Thursday, May 14, 2009

As far as Storms go, we're already at the Eye

An article in today's edition of The Economist took a look at the spread of gay marriage and the potential sociological effects of it. The tone generally seems to be “so what?” and it suggests that this is increasingly the public’s response to the issue. I also saw an article about a Maine Bishop calling gay marriage a “dangerous sociological experiment”, a phrase that made me raise an eyebrow. Despite the so-called “Storm” that has been brewing, this issue is not new in a sociological sense.

First off, gay families have existed for quite some time already, this is nothing new. All current legislation does is formally recognize them, so in a strictly literal sense not much changes when marriage is legalized. Most of the benefits of being married do not take directly visible form, so a gay couple who is married will more or less continue to live the same way, so there will be very few visible effects on the community they live in.

Similarly, even though there are prohibitions in place to prevent gay couples from adopting in several states gay people have and will continue to give birth to and adopt children.

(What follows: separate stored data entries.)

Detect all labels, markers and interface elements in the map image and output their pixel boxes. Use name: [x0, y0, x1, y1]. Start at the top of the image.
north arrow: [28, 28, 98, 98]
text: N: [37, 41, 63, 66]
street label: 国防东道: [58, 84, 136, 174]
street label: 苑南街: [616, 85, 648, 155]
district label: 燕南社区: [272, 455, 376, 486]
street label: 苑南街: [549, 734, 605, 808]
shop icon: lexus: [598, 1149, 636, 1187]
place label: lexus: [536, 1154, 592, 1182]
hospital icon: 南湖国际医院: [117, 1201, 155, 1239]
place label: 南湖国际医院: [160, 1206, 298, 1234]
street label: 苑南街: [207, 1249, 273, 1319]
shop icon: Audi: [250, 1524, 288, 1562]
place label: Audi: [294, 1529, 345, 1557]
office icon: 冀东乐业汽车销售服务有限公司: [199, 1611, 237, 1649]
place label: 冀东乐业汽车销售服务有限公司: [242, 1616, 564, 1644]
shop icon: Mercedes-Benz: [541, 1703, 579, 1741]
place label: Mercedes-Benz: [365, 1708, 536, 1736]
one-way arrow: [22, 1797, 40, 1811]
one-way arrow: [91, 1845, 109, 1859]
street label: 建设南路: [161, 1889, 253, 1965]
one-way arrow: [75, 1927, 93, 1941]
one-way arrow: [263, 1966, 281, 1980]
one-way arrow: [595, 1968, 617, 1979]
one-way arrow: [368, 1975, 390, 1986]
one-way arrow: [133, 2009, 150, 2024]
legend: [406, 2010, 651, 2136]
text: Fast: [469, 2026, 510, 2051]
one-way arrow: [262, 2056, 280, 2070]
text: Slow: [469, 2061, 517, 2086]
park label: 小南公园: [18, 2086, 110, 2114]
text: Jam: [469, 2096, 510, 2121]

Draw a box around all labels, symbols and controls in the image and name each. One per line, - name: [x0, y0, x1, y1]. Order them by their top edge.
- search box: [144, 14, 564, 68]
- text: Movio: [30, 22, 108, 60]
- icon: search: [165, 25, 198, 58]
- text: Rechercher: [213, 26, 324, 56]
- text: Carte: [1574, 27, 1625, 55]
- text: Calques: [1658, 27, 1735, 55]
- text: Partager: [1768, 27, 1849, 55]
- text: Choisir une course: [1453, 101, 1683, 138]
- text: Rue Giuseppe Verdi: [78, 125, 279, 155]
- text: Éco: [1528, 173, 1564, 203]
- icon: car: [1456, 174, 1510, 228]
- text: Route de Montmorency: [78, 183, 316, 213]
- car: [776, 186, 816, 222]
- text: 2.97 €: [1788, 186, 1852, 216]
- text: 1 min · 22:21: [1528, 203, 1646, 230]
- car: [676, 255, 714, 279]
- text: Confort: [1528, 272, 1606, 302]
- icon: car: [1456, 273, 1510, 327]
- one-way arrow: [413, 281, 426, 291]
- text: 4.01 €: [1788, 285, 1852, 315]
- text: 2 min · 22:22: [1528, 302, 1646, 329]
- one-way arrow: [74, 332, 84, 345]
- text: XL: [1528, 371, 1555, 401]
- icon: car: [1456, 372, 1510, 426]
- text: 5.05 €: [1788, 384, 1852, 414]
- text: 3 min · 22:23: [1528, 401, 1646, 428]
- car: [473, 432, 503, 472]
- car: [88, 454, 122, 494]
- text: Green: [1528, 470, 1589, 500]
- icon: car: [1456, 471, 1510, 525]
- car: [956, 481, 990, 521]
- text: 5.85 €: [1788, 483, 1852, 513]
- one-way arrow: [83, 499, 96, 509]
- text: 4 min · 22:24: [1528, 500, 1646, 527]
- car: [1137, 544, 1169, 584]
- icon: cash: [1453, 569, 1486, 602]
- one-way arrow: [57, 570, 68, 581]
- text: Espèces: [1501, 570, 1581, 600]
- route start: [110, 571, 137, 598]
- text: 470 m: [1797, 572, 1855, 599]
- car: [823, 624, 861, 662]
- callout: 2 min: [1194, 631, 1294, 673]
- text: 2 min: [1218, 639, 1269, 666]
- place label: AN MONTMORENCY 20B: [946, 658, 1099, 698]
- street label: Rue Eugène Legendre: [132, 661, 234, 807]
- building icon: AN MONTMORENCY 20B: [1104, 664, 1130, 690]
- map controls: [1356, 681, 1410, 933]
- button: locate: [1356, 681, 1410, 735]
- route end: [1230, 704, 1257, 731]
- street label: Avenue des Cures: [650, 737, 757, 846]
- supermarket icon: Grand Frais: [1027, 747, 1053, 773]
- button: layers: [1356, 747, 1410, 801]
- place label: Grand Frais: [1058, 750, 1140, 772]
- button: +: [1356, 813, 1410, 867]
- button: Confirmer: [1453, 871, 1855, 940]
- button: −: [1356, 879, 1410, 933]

Though it’s hard to measure the exact statistics of gay adoption, the fact is that gay people do have children one way or another and there’s little that can be done to prevent it. The whole “protecting children” argument also hits an iceberg, since it's been shown that the children of same sex couples have better mental health when their parents' union is recognized, as reported by the Vermont Psychological association.

The tired out argument that gay marriages threaten traditional marriage and the nuclear family hits its biggest pothole when you realize that those two concepts - traditional marriage and the nuclear family - are at this point in history already an endangered species. What always bugs me when this argument is made is that it undermines the experiences of people who have been raised in single parent households for generations. While it is true that children in single-parent families live disproportionately in poverty, society has adapted to cope with these situations, and now even the President of the United States is the product of such a family, so it can't be said that a single parent put a child at an automatic disadvantage.

Likewise, the argument that children need both a mother and a father hits a similar logical snare when you take single parents and other family situations into account. The first linked article makes an interesting point about how even in gay families there tends to be a "mom" role and a "dad" role, but this may be applying gender roles that don't entirely fit the situation. And if we look at the pure concept of "mom" and "dad" as social roles we can also see that these have been changing for quite some time, since there is no longer a strict divide between the two now that most households have two working parents rather than a single breadwinner.

In short, if they've been trying to prevent a storm they're far too late, if anything they're at the eye already.